:: Work request ::
Would you please retype, exactly, the lines of the listing below between the line with "width:78px; height:78px; stroke-width:2.5" and the line with "M1110,243V303L934,371L920,341L859,366L851,341Z", inclusive?

:: Source data ::
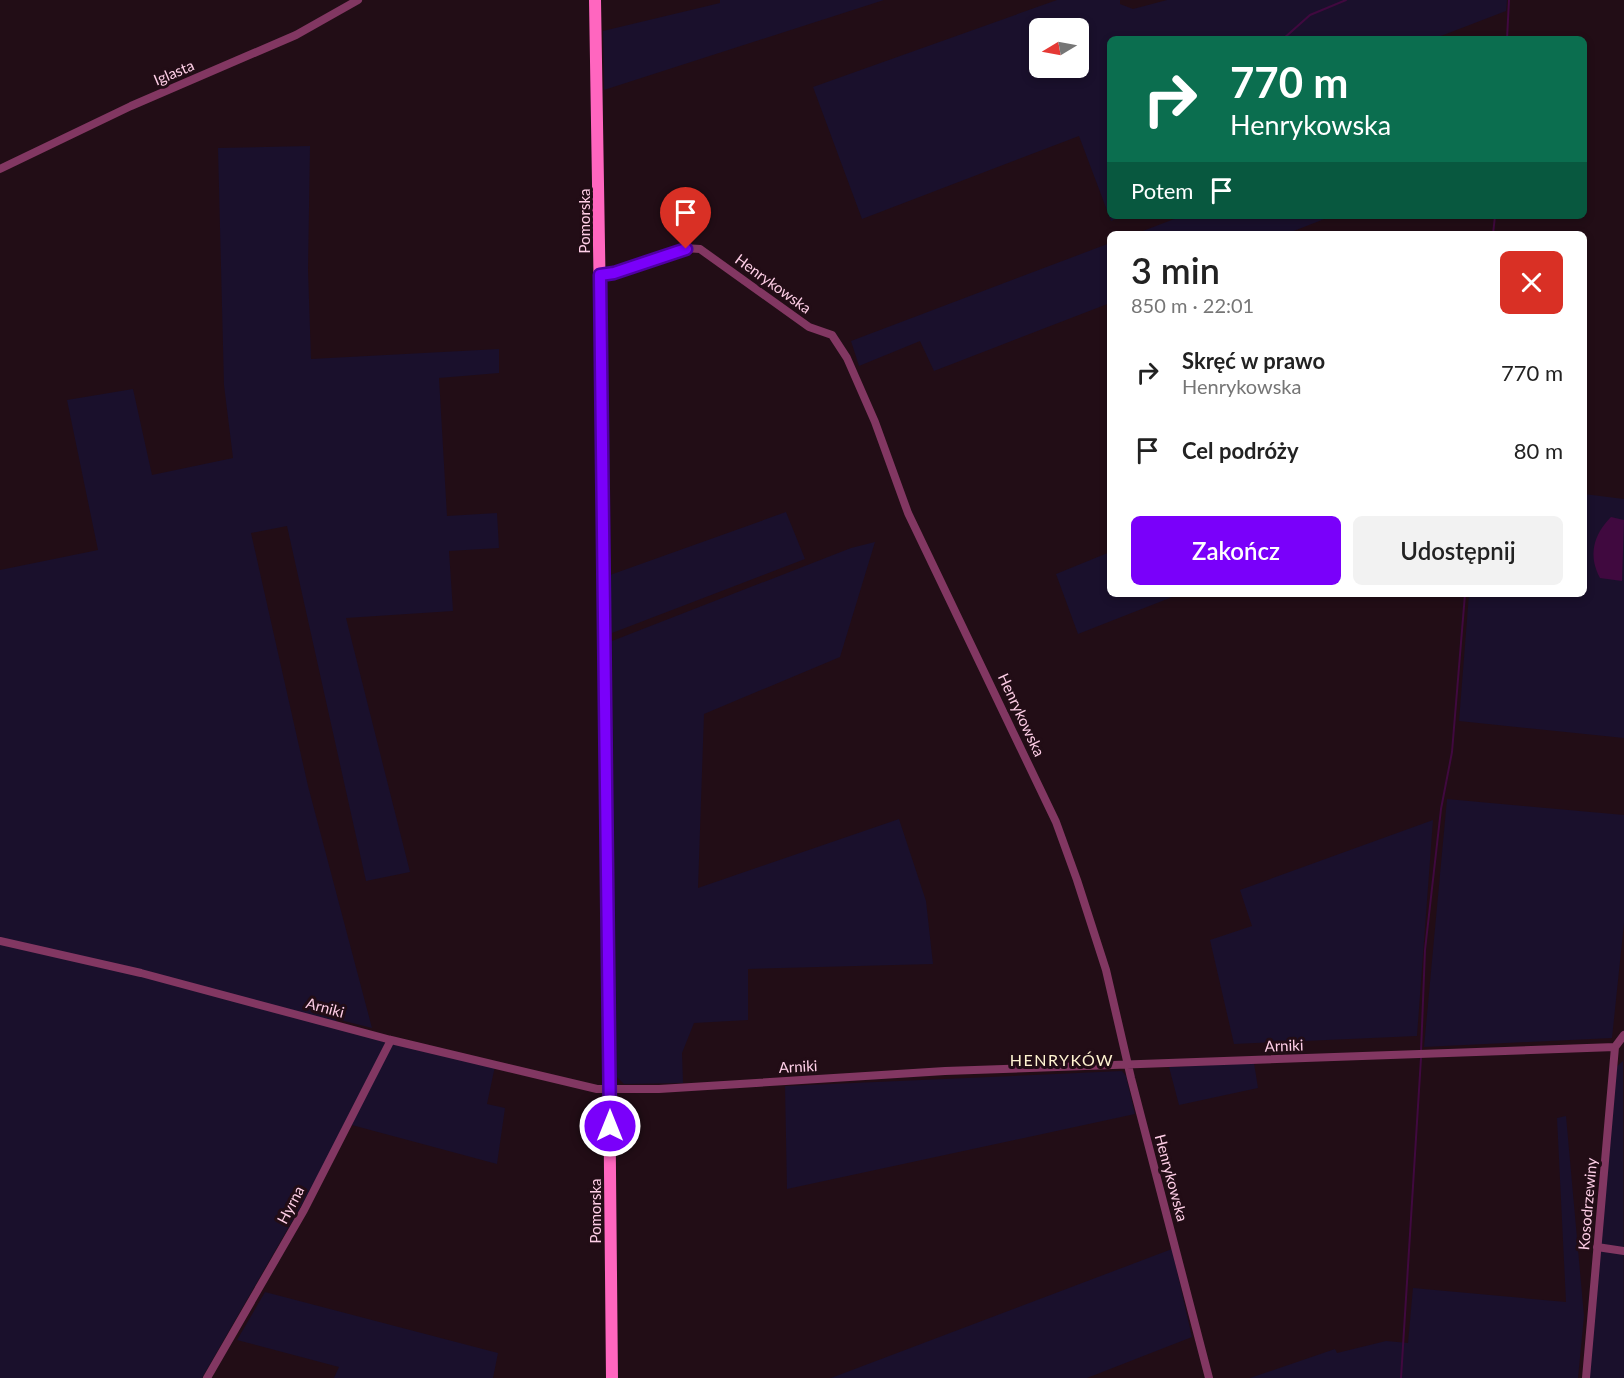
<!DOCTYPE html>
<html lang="pl">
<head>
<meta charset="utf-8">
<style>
  body { margin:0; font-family:Lato,sans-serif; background:#f2f2f2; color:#222; height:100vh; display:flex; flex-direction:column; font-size:22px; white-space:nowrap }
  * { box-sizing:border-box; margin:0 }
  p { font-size:20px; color:#767676 }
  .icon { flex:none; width:33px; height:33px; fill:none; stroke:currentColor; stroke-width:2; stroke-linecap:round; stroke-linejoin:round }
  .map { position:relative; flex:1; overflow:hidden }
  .sheet { position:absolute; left:1107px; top:231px; width:480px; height:366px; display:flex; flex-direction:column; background:#fff; border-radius:9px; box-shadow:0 3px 9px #0003 }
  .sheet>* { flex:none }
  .banner { position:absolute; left:1107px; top:36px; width:480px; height:183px; border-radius:9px; box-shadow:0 3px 9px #0003; background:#0b6e4f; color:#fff; overflow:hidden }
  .needle { width:39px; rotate:260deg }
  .fabs { position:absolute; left:1029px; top:18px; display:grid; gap:12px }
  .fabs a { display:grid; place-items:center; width:60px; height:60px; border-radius:9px; background:#fff; box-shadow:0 3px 9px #0003; font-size:30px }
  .pin { position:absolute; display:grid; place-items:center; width:51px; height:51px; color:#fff; margin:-62px -26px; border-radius:50% 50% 50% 0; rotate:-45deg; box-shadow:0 0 6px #0007 }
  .pin .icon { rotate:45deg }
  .me { position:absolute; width:66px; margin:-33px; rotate:0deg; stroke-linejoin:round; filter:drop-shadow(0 0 4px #0008) }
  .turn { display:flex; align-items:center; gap:21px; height:126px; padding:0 24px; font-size:27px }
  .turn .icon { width:78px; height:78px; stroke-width:2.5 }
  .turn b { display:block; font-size:42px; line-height:51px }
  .then { display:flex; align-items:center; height:57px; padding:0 24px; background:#0003; gap:12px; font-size:22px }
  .round { display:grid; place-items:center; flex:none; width:63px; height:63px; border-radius:9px; background:#f2f2f2 }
  .summary { display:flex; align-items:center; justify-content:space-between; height:102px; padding:0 24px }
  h1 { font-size:36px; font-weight:600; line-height:45px }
  .cta { display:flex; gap:12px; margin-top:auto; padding:12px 24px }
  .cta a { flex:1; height:69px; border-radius:9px; background:#7a00fa; color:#fff; font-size:24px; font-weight:600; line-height:69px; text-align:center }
  .cta a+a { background:#f2f2f2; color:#222 }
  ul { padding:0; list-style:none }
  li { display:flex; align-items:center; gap:18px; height:78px; padding:0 24px }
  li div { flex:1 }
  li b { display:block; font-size:22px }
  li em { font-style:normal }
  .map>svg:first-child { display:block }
</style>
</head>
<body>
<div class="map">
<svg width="1624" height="1378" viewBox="0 0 1624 1378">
  <rect width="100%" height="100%" fill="#220d16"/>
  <!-- green -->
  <path fill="#1a102c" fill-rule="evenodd" d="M720,0H884L604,90L603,31L720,3Z
    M1057,0H1120V4L1133,9L1167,0H1507L1506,11L1433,39H1110V216H1124L1111,221L1079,136L862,219L813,87ZM1040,28H1078V68H1040Z
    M310,146L308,270L311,359L499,349V373L439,378L447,516L497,513L499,548L449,551L453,611L346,618L410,872L366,881L287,526L251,533L308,786L372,1028L336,1019L337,1024L495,1066L487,1104L505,1108L497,1164L348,1124L202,1378H0V570L98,550L67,400L133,389L152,475L233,458L224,385L218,148Z
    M1182,216H1332L1286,234H1135Z
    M1110,243V303L934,371L920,341L859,366L851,341Z
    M1584,494L1624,499V738L1459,721L1469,594H1584Z
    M786,512L805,559L612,633L610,575Z
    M875,542L840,657L704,714L698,888L899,819L926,901L933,964L748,969V1020L694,1023L682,1053L683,1083L624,1084L617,1077L612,641L851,548Z
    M1110,552V594H1180L1078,634L1056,574Z
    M1447,799L1624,815V923L1612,1038L1424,1047Z
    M1433,820L1417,1036L1234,1044L1210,940L1252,926L1240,890Z
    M1623,1061L1624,1378H1586L1613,1070Z
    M1254,1063L1258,1088L1179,1105L1169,1067Z
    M1122,1071L1126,1076L1135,1114L787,1189L785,1086Z
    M1566,1116L1584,1316L1578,1378H1250L1335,1349L1337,1353L1386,1341L1408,1343L1413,1288L1566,1302L1557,1118Z
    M1172,1249L1192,1337L1087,1378H831Z
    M265,1292L498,1353L493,1378H334L339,1367L237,1340Z"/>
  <!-- water -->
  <path fill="#40093f" d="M1611,517L1624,520L1622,581L1600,578C1588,556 1593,535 1611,517Z"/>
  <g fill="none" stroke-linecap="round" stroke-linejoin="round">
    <!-- stream -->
    <path stroke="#40093f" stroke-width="2" d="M1283,39L1310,15L1346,0
      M1507,39L1509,0
      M1493,234L1495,216
      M1421,1052L1425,950L1441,809L1452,752L1465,594
      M1401,1378L1421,1058"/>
    <!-- street -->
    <path stroke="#823762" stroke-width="8" d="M0,169L131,106L296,35L358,0
      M600,275C634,274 666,244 700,249L809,327L832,335L847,358L875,422L908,513L1056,822L1077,880L1106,970L1131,1078L1209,1378
      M0,941L141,973L391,1040L597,1089H659L945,1071L1615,1047
      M1597,1247L1624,1251
      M207,1378L304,1210L391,1040
      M1586,1378L1615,1047L1624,1035"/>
    <!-- secondary -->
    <path stroke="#ff66bf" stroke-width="12" d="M595,0L604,552L612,1378"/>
  </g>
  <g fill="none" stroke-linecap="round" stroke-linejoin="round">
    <!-- route casing -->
    <g stroke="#4f00a2" stroke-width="15">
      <path id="route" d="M610,1126L600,275L614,273L686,249"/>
    </g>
    <!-- route -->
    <use href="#route" stroke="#7a00fa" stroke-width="10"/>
  </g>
  <g text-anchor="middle" stroke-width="6" stroke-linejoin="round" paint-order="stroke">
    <!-- street labels -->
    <g font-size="15" fill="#ffcfe7" stroke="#220d16">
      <text transform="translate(174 73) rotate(-23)" y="5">Iglasta</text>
      <text transform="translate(585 221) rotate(-90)" y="5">Pomorska</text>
      <text transform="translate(773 284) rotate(36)" y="5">Henrykowska</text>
      <text transform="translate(1021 715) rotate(65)" y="5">Henrykowska</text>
      <text transform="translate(325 1008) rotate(15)" y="5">Arniki</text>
      <text transform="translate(1284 1046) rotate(-2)" y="5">Arniki</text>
      <text transform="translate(798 1067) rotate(-3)" y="5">Arniki</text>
      <text transform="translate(1171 1178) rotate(75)" y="5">Henrykowska</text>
      <text transform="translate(1588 1204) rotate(-85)" y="5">Kosodrzewiny</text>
      <text transform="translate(291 1205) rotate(-62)" y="5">Hyrna</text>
      <text transform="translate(596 1211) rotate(-90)" y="5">Pomorska</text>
    </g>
    <!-- neighbourhood labels -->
    <g font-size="16" letter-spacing="1.5" fill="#fff4d1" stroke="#220d16">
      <text x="1062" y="1066">HENRYKÓW</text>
    </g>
  </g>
</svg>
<div class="fabs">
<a><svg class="needle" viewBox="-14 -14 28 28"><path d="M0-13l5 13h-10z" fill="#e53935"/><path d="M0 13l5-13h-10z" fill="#767676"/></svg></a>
</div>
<div class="pin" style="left:686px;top:249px;background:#d93025"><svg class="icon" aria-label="arrive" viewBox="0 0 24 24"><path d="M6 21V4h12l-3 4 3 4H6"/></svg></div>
<svg class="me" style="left:610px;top:1126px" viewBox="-20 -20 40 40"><circle r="17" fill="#7a00fa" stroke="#fff" stroke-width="3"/><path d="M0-11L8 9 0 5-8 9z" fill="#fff"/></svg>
<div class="banner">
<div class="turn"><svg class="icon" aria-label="right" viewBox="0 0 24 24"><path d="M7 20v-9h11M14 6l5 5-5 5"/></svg><div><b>770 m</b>Henrykowska</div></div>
<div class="then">Potem<svg class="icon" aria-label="arrive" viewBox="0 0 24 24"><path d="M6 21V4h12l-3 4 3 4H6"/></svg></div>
</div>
<section class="sheet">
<div class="summary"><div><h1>3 min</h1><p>850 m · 22:01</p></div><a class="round" style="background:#d93025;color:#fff"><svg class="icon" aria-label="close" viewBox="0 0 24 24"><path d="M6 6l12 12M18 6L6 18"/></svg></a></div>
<ul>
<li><svg class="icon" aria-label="right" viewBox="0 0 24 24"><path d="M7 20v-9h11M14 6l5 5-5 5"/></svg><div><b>Skręć w prawo</b><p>Henrykowska</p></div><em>770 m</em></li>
<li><svg class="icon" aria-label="arrive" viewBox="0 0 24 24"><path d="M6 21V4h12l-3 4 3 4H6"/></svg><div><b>Cel podróży</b></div><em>80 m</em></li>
</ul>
<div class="cta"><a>Zakończ</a><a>Udostępnij</a></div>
</section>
</div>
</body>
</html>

:: Answer section ::
  .turn .icon { width:78px; height:78px; stroke-width:2.5 }
  .turn b { display:block; font-size:42px; line-height:51px }
  .then { display:flex; align-items:center; height:57px; padding:0 24px; background:#0003; gap:12px; font-size:22px }
  .round { display:grid; place-items:center; flex:none; width:63px; height:63px; border-radius:9px; background:#f2f2f2 }
  .summary { display:flex; align-items:center; justify-content:space-between; height:102px; padding:0 24px }
  h1 { font-size:36px; font-weight:600; line-height:45px }
  .cta { display:flex; gap:12px; margin-top:auto; padding:12px 24px }
  .cta a { flex:1; height:69px; border-radius:9px; background:#7a00fa; color:#fff; font-size:24px; font-weight:600; line-height:69px; text-align:center }
  .cta a+a { background:#f2f2f2; color:#222 }
  ul { padding:0; list-style:none }
  li { display:flex; align-items:center; gap:18px; height:78px; padding:0 24px }
  li div { flex:1 }
  li b { display:block; font-size:22px }
  li em { font-style:normal }
  .map>svg:first-child { display:block }
</style>
</head>
<body>
<div class="map">
<svg width="1624" height="1378" viewBox="0 0 1624 1378">
  <rect width="100%" height="100%" fill="#220d16"/>
  <!-- green -->
  <path fill="#1a102c" fill-rule="evenodd" d="M720,0H884L604,90L603,31L720,3Z
    M1057,0H1120V4L1133,9L1167,0H1507L1506,11L1433,39H1110V216H1124L1111,221L1079,136L862,219L813,87ZM1040,28H1078V68H1040Z
    M310,146L308,270L311,359L499,349V373L439,378L447,516L497,513L499,548L449,551L453,611L346,618L410,872L366,881L287,526L251,533L308,786L372,1028L336,1019L337,1024L495,1066L487,1104L505,1108L497,1164L348,1124L202,1378H0V570L98,550L67,400L133,389L152,475L233,458L224,385L218,148Z
    M1182,216H1332L1286,234H1135Z
    M1110,243V303L934,371L920,341L859,366L851,341Z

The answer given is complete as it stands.